> [WORK REQUIRED]
Report each line of the entries below that includes "space".

> [EXERCISE INPUTS]
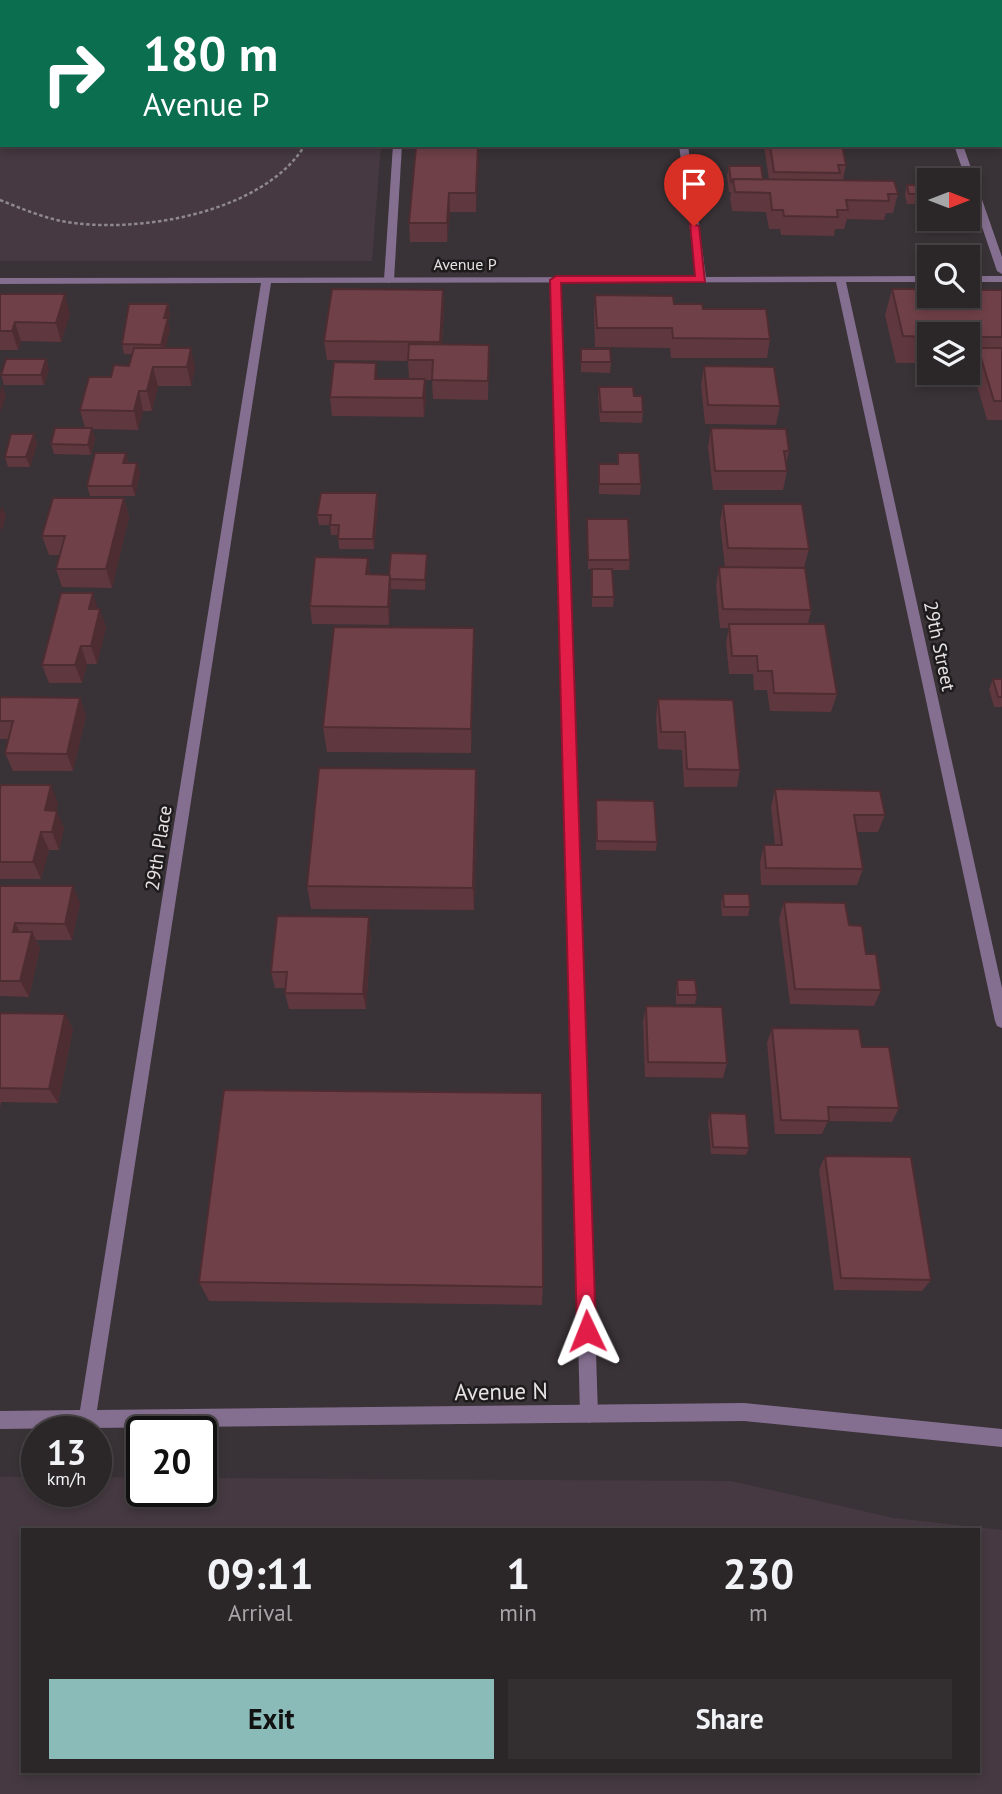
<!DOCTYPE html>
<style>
:root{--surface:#2b2628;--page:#332e30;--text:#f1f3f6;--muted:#a6a5a8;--line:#474345;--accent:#8bbbb9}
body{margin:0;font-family:"PT Sans",sans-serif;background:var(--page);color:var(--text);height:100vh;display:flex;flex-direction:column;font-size:26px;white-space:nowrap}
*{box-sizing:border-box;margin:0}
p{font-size:23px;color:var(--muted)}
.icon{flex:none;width:38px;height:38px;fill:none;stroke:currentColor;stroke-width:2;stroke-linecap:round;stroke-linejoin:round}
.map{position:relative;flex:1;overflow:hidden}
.panel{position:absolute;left:21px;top:1528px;width:959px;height:245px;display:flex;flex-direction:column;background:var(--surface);border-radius:0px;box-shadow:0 4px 10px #0003,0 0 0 2px var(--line)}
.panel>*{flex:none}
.hud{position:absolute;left:0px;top:0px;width:1003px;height:147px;box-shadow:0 4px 10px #0003,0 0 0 2px var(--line);background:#0b6e4f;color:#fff;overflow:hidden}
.needle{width:46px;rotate:90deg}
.tools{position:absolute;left:917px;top:168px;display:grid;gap:14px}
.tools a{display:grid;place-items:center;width:63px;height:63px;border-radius:0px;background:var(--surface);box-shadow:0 4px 10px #0003,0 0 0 2px var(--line);font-size:35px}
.speed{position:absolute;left:21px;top:1416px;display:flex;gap:14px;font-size:35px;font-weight:700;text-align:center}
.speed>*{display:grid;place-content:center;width:91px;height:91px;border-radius:50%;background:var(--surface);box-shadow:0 4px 10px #0003,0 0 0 2px var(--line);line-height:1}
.speed small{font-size:18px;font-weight:400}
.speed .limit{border:4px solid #111;border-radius:10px;background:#fff;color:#111}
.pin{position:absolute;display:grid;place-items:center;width:60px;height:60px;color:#fff;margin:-72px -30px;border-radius:50% 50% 50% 0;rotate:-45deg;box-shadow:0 0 7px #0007}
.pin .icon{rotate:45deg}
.me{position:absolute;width:77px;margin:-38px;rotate:358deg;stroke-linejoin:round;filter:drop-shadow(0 0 5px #0008)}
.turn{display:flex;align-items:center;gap:24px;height:147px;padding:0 28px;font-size:32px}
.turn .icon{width:91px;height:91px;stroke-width:2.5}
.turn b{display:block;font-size:49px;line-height:60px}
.eta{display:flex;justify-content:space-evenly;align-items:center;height:119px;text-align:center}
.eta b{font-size:42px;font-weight:800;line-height:49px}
.button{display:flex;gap:14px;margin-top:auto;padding:14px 28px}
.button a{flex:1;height:80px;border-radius:0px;background:var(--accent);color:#111;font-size:28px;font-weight:800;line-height:80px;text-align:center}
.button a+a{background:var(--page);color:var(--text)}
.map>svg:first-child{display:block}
</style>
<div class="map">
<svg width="1002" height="1794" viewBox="0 0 1002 1794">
<rect width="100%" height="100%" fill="#393236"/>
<g fill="#463941" fill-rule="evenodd">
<path d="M0,0H393L2,2V145H381L372,261H0Z"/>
<path d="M0,1477H37V1491H96V1477L142,1478V1491H201V1478L731,1481L894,1518L1002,1530V1794H0ZM23,1530H978V1771H23Z"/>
</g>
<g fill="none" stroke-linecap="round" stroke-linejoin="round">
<g stroke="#8e898c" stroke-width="2.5" stroke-dasharray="3.5 2.5" stroke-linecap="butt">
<path d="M0,34L2,29"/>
<path d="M0,200C20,208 39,216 61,221C134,235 263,214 305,145"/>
</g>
<g fill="#856f90" fill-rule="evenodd">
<rect x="404" y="0" width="8" height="2"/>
<rect x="904" y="0" width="8" height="2"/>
<path d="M393,145H402L394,280L389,283L384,280Z"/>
<path d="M954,145H963L1002,257V274L997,271L968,186V180H966Z"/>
<path d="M556,277L561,280L598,1414L595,1420L589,1423L583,1420L580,1414L551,280Z"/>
</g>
<g fill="#856f90" fill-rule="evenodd">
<rect x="660" y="0" width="8" height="2"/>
<path d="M679,145H688L706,277L929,276V282H846L1002,988V1028L997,1026L995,1021L836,282L271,283L97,1410L744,1403L1002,1429V1447L744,1421L92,1428L87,1430L82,1428L0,1429V1411L80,1410L261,283L0,284V278L696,277Z"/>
<rect x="968" y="276" width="34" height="6"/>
</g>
</g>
<g fill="#5f373e">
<path d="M478,145L476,212H450L447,242H410L409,223L450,147Z"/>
<path d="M764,145H842L846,165L843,180L898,194L893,213H886L884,220L847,219L844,229H835L834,236L781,235L780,229H769L766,212L732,211L730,198L731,192H729L727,176L729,166L763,180H769Z"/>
<path d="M907,185H929V204H907L905,195Z"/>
<path d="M892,289L1002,290V420H987L972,367L973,363H968V334H929V363H896L885,315Z"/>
<path d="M443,290L444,309L442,344L489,364L488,400L433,399L432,380H425L426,398L424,417L332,416L330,397L409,379L408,361L327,360L324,341Z"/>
<path d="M0,294L70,314L61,342L21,341L18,350H0Z"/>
<path d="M595,295L674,304L703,309L770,339L767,358H671L670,348L595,347L594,315Z"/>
<path d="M168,304L170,315L168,322L170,329L165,348L195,368L191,386H158L152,411H143L138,430L92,429L95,439L91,455L54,454L51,444L85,428L80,410L111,377L129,366L132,354H124L122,344Z"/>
<path d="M581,349L611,362L610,373L581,372Z"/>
<path d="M46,359L49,369L44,385H4L1,375Z"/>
<path d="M704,366L780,406L776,425L705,424L701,385Z"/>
<path d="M599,387L634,396L643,412L642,423L600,422L598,397Z"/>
<path d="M711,428L789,451L786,465L787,471L783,490H713L708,447Z"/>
<path d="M34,434L37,444L30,467H8L5,457Z"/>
<path d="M126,453L128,463H137L140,473L135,496H90L87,486Z"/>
<path d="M618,453L641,484L640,495L599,494V464H617Z"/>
<path d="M377,493L378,503L374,549H339L338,535H331L330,525H319L317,515Z"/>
<path d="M124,498L129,517L112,588L62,587L56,569L59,555H49L42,536Z"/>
<path d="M723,504L809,549L804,568L811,610L808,624L837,694L831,712L770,711L767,690H754L753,674H729L726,642L729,628H720L716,586L719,567H725L720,523Z"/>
<path d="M587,519L630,560L629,570H612L614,597L613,607H592V569H588Z"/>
<path d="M368,558L370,574L389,575L427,564L425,590L391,589L389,625L312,624L310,606Z"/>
<path d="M98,609L106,627L97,664H87L82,683H49L42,665Z"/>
<path d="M474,628V654L471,753L327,752L323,727Z"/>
<path d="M993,679H1002V707H994L989,689Z"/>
<path d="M0,697L80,698L86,716L73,771H13L5,753L8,739H0Z"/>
<path d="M658,699L740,770L737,787H684L682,750L658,749L656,717Z"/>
<path d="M0,789L58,803L56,811L64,828L59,850H49L41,879H0Z"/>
<path d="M775,789L885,815L878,832H857L863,869L857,885H761L760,862L764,845H775L771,807Z"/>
<path d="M477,793L474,910L311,909L307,886Z"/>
<path d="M596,800L657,842L656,851L596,850Z"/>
<path d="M0,886L80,903L72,940H36L40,948L29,997L0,996Z"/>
<path d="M723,894L750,907L748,916H722L721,903Z"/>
<path d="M784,902L849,925L881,990L874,1006L790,1004L779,919Z"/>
<path d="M371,933L366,1009H289L285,993L286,988H275L271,972Z"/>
<path d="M677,980L697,995L695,1004H676V988Z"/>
<path d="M646,1006L727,1063L723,1078L645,1077L643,1022Z"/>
<path d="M0,1013L65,1014L73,1029L58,1103L1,1102L0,1108Z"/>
<path d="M772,1028L862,1047L899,1108L892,1122L828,1121L822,1134H775L767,1043Z"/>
<path d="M710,1113L749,1148L746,1155L711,1154L708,1121Z"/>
<path d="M825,1156L931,1280L922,1291L834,1290L819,1170Z"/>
<path d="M199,1282L543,1287L542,1305L209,1301Z"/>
</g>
<g fill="#4e2d32">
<path d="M478,145L479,160L476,212V193Z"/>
<path d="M449,193L450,212L447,242V223Z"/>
<path d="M443,290L444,309L441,361L440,342Z"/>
<path d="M65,294L70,314L61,342L56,323Z"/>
<path d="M168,304L170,315L168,322L170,329L164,355L161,345L164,318Z"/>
<path d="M15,322L21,341L18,350L12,331Z"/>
<path d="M191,348L195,368L191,386L187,367Z"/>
<path d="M46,359L49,369L44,385L41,375Z"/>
<path d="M376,363L378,382L375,379Z"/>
<path d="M153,367L158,386L152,411L147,391Z"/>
<path d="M425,379L426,398L424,417L423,398Z"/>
<path d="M2,385L6,395L0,413V392Z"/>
<path d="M139,391L143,411L138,430L134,411Z"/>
<path d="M92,428L95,439L91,455L88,445Z"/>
<path d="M34,434L37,444L30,467L26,457Z"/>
<path d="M126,453L128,463H123Z"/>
<path d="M137,463L140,473L135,496L132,486Z"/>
<path d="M377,493L378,503L374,549L373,539Z"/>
<path d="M124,498L129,517L112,588L106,569Z"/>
<path d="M2,506L6,516L2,531L0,526V513Z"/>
<path d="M427,554V564L425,590V580Z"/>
<path d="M368,558L370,577L366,574Z"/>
<path d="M390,575L391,593L389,625L388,607Z"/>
<path d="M93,593L99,612L89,609Z"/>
<path d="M100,609L106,627L97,664L91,646Z"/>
<path d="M474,628V654L471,753V729Z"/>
<path d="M81,646L87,664L82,683L75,665Z"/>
<path d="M80,698L86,716L73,771L67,754Z"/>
<path d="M476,769L477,793L474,910L473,888Z"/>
<path d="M51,785L58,803L53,828L45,810Z"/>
<path d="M57,811L64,828L59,850L52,832Z"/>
<path d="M41,832L49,850L41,879L33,862Z"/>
<path d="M73,886L80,903L72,940L65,924Z"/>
<path d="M369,917L371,933L366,1009L363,994Z"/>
<path d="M15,923L24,939L13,932Z"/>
<path d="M32,932L40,948L29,997L20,981Z"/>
<path d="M65,1014L73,1029L58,1103L49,1089Z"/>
</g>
<g fill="#6f4048" stroke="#4e2d32" stroke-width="2">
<rect x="517" y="0" width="65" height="2"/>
<path d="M734,0H786V1L817,2H734Z"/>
<rect x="854" y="0" width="33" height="2"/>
<path d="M450,145H478L476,193H449L447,223H409L416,147H450Z"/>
<path d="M770,145H842L846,165H838L840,173L774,172Z"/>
<path d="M729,166H761L763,180L733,179L732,182H731Z"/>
<path d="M733,179L894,181L898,194H888L889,201L846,200L848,210H837L838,217L784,216L783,210H772L770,193L735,192Z"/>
<path d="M907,185H929V194H909Z"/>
<path d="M332,289L443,290L440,342L324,341Z"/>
<path d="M892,289H929V296H968V290H1002V337H968V334H929V337L903,336Z"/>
<path d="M0,294H65L56,323L15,322L12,331H0Z"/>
<path d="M595,295L673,296L674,304H702L703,309H766L770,339L673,338L672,328H597Z"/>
<path d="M129,304H168L164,318H168L161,345L122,344Z"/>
<path d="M409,344L489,345L488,381L432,380L433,360H408Z"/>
<path d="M134,348H191L187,367H153L147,391H139L134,411L80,410L89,377H111L114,365L129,366Z"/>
<path d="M978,348H1002V401H994Z"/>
<path d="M581,349H610L611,362H581Z"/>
<path d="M6,359H46L41,375H1Z"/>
<path d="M334,362L376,363L375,379H425L423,398L330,397Z"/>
<path d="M704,366L774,367L780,406L708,405Z"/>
<path d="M599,387H633L634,396H642L643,412H601Z"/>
<path d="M55,428H92L88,445L51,444Z"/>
<path d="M711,428L786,429L789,451H784L787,471H715Z"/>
<path d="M11,434H34L26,457H5Z"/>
<path d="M95,453H126L123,463H137L132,486H87Z"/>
<path d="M618,453H639L641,484H599V464H618Z"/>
<path d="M321,493H377L373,539H338L339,525H330L331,515H317Z"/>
<path d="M53,498H124L106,569H56L65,536H42Z"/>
<path d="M723,504H802L809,549L728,548Z"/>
<path d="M587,519H628L630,560H588Z"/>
<path d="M391,553L427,554L425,580L390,579L389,575Z"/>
<path d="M315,557L368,558L366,574L390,575L388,607L310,606Z"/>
<path d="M719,567L805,568L811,610L723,609Z"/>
<path d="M592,569H612L614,597H592Z"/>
<path d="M61,593H93L89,609H100L91,646H81L75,665H42Z"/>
<path d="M729,624H825L837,694L774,693L772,671H758L757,656H732Z"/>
<path d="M334,627L474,628L471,729L323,727Z"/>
<path d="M993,679H1002V697H998Z"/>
<path d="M0,697L80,698L67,754L5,753L13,721H0Z"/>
<path d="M658,699L733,700L740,770L687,769L685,732H661Z"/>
<path d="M319,768L476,769L473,888L307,886Z"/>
<path d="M1,785H51L45,810L57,811L52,832H41L33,862H0V789Z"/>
<path d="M775,789L880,791L885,815H854L863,869L766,868L764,845H782Z"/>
<path d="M596,800L654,801L657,842L597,841Z"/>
<path d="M0,886H73L65,924L15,923L13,932H32L20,981H0Z"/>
<path d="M723,894H749L750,907H724Z"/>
<path d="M784,902L845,903L849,925L862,926L866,954H876L881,990L795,989Z"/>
<path d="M277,916L369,917L363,994L285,993L287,972H271Z"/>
<path d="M677,980H695L697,995H678Z"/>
<path d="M646,1006L722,1007L727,1063L648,1062Z"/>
<path d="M0,1013L65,1014L49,1089L0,1088Z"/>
<path d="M772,1028L859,1029L862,1047H889L899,1108L828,1107L829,1121L781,1120Z"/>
<path d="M224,1090L542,1093L543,1287L199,1282Z"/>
<path d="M710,1113L746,1114L749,1148L713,1147Z"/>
<path d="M825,1156L911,1157L931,1280L841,1278Z"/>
</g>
<path fill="#e11d48" stroke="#92132f" stroke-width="2" d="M690,223L699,226L705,282L561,283L596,1331L594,1338L587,1341L580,1338L577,1331L550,280L556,276H695Z"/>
<g text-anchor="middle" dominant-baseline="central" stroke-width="5" stroke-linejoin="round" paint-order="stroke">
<g font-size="16" fill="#e6e2e4" stroke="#1e1b1d">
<text x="465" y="264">Avenue P</text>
</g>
<g font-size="19" fill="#e6e2e4" stroke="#1e1b1d">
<text transform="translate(940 646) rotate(78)">29th Street</text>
<text transform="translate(158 848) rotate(-81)">29th Place</text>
</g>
<g font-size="23" fill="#e6e2e4" stroke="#1e1b1d">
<text transform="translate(501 1391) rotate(-1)">Avenue N</text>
</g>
</g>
</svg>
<div class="tools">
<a><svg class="needle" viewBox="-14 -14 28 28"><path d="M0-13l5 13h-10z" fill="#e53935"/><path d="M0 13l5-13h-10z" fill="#a6a5a8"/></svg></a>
<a><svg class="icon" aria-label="search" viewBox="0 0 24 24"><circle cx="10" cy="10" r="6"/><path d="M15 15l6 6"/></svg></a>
<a><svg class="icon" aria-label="layers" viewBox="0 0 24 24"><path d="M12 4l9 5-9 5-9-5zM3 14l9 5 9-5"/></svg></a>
</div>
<div class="speed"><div>13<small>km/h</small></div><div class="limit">20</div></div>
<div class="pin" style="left:694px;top:226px;background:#d93025"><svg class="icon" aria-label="arrive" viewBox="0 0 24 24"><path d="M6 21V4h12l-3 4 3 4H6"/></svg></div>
<svg class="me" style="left:587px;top:1331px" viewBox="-20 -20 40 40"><path d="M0-17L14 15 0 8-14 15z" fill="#e11d48" stroke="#fff" stroke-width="4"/></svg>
<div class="hud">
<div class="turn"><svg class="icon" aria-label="right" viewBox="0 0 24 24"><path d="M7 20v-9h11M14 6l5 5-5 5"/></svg><div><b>180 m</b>Avenue P</div></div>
</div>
<section class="panel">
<div class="eta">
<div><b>09:11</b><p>Arrival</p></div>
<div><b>1</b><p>min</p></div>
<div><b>230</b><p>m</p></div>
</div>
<div class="button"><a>Exit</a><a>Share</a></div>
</section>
</div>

> [ANSWER TO THIS EXERCISE]
body{margin:0;font-family:"PT Sans",sans-serif;background:var(--page);color:var(--text);height:100vh;display:flex;flex-direction:column;font-size:26px;white-space:nowrap}
.eta{display:flex;justify-content:space-evenly;align-items:center;height:119px;text-align:center}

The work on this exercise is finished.